Comme le prix d’un billet d’avion équivaut à celui d’un aller-retour pour une destination asiatique, le mieux reste pour plusieurs d’utiliser les points accumulés avec Aéroplan. Le coût élevé du transport est d’ailleurs la raison pour laquelle Tourisme Nunavik mise surtout sur les forfaits d’aventure.

À l’ouest du Canada, la nouvelle route quatre saisons reliant Inuvik, dans les Territoires du Nord-Ouest, à Tuktoyaktuk, sur les rives de la mer de Beaufort, devrait par ailleurs donner des envies de road trips aux plus curieux au cours des prochaines années. «Tuk, comme tout le monde la surnomme, espère attirer des milliers de visiteurs de plus dès l’été prochain», rapporte Radio-Canada International. Avis aux intéressés: de Montréal, il faut prévoir environ 85 heures selon Google Maps. D’Inuvik, le trajet vers Tuktoyaktuk est de 2h39.

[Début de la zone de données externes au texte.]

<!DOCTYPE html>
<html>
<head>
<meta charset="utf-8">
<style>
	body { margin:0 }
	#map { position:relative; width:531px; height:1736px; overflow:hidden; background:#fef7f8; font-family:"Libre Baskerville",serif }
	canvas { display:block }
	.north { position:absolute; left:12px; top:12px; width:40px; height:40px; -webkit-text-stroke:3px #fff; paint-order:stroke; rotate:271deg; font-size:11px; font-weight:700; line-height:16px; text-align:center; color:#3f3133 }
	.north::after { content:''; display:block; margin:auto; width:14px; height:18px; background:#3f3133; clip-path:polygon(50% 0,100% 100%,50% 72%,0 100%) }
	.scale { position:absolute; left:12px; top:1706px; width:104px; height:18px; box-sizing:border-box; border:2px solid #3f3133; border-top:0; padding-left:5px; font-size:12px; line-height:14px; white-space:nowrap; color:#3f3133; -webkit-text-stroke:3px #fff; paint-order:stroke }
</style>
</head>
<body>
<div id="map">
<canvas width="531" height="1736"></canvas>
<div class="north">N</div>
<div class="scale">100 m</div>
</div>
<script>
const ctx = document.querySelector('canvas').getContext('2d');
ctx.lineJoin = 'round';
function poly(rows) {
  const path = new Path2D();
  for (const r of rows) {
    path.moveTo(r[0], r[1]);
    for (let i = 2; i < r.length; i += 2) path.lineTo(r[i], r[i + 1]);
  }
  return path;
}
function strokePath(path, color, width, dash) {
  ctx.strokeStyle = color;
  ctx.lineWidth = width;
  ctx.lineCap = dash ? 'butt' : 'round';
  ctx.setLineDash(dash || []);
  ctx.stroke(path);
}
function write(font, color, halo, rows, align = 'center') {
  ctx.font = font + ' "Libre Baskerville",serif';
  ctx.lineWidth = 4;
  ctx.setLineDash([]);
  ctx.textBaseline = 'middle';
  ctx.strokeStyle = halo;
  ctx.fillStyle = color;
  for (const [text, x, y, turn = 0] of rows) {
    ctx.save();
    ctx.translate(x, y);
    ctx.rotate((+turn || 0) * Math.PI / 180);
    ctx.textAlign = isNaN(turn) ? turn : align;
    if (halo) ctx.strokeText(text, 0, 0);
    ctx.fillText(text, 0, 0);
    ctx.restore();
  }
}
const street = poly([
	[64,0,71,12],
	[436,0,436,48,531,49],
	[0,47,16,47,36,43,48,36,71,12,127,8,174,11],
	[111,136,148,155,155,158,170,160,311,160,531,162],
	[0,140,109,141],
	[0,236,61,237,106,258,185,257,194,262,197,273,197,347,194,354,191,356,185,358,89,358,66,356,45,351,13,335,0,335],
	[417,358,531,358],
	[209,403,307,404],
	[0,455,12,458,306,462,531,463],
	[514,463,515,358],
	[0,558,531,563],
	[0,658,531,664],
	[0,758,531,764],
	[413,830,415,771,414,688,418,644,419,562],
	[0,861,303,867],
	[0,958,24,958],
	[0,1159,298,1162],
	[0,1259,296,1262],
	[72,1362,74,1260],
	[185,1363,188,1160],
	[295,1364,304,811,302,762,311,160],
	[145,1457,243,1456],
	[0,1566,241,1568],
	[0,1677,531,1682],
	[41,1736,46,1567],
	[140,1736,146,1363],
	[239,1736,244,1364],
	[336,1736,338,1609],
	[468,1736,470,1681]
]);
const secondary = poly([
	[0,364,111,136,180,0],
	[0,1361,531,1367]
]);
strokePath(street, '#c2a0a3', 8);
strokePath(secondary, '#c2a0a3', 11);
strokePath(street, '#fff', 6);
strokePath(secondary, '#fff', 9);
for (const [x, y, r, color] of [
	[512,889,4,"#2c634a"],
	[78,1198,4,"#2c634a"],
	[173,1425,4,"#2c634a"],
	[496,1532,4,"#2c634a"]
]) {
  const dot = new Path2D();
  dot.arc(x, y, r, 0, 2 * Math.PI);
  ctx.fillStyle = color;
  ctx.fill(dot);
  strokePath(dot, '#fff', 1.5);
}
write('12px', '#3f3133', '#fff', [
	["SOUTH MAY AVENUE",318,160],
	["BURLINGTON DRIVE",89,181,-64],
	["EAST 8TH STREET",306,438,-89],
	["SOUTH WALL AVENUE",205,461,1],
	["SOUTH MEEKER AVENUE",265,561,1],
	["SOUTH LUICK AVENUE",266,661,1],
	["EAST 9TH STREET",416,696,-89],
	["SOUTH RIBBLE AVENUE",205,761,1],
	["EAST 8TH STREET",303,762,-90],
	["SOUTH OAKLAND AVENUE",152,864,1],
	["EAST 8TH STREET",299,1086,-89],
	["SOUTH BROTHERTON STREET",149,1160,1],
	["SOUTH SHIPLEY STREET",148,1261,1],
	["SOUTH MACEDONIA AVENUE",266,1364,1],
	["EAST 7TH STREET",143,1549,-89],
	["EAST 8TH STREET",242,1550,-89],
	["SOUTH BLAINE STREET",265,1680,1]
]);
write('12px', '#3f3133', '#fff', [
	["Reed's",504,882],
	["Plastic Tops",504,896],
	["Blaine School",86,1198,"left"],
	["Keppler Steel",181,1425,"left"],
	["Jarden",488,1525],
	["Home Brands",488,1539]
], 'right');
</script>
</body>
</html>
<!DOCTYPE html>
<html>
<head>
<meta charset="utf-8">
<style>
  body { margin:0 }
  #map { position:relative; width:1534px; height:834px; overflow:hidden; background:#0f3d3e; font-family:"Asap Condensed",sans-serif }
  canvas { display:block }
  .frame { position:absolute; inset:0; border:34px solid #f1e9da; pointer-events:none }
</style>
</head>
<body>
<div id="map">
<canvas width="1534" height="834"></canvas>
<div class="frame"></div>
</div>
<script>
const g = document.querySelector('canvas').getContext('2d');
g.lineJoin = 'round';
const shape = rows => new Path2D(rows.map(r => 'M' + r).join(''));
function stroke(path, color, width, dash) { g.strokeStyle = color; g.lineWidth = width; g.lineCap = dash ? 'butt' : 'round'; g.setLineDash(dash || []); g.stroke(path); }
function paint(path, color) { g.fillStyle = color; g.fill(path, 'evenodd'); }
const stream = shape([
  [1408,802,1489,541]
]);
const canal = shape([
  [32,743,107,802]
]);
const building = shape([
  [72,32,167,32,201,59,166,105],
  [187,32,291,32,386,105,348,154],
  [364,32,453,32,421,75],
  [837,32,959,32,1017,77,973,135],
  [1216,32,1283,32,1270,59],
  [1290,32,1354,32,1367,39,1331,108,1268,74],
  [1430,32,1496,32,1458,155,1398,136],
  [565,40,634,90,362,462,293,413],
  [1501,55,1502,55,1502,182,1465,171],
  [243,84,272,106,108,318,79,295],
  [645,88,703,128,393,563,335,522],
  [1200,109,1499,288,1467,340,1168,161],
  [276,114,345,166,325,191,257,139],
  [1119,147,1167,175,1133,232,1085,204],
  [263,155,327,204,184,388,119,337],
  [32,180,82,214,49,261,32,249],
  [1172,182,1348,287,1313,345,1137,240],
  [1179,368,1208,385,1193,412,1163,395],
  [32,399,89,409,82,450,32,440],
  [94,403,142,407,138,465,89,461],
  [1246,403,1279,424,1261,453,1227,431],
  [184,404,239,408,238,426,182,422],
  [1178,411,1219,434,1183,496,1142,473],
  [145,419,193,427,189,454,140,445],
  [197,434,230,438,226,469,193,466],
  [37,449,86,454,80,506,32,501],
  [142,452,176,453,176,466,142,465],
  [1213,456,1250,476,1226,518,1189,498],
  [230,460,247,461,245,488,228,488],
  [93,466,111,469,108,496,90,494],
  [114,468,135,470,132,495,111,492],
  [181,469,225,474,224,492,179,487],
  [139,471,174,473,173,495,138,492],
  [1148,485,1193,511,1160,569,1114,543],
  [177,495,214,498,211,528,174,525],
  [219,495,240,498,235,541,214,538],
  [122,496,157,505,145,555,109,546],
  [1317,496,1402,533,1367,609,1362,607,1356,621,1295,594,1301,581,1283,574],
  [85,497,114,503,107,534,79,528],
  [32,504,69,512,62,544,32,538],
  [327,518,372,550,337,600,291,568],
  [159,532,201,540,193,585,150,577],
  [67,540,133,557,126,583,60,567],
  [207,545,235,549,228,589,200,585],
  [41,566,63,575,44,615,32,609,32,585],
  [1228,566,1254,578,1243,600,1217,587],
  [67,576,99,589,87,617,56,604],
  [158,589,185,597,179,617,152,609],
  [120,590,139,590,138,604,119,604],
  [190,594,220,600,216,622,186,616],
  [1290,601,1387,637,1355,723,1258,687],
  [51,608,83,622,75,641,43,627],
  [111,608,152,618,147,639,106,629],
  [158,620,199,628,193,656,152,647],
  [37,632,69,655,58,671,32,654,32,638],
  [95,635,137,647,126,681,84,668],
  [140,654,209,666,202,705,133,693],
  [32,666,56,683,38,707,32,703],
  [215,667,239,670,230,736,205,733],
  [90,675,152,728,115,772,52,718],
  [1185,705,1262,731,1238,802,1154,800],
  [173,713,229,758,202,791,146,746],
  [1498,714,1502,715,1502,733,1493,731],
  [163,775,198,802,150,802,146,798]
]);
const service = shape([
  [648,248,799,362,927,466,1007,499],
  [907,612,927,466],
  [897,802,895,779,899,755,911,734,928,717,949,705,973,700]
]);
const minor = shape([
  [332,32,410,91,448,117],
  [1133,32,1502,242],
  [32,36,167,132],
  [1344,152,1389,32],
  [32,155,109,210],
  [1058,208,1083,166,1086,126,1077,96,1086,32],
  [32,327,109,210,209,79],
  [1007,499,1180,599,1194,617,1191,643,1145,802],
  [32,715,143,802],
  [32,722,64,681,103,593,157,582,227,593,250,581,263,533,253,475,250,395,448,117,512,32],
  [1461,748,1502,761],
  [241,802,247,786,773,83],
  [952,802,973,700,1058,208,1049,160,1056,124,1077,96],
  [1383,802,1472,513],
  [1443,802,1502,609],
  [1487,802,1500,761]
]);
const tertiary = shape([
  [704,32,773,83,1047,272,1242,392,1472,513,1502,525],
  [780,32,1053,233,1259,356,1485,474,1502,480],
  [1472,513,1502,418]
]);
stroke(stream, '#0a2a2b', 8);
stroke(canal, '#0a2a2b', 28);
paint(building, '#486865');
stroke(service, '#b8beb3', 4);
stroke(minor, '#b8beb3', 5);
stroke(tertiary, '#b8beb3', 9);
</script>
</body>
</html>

Et si c’était, justement, cet accès difficile qui rendait les destinations nordiques encore plus excitantes pour les voyageurs? C’est bien connu: les lieux «qui se méritent», comme le veut l’expression consacrée, titillent les globe-trotters en mal de nouveautés. En cette époque où dormir à l’hôtel apparaît banal pour certains, roupiller dans un igloo ou chez un habitant inuit dans un cadre qu’aucun «ami» n’a encore instagramé peut charmer. Encore faut-il avoir envie de porter le parka plutôt que le bikini…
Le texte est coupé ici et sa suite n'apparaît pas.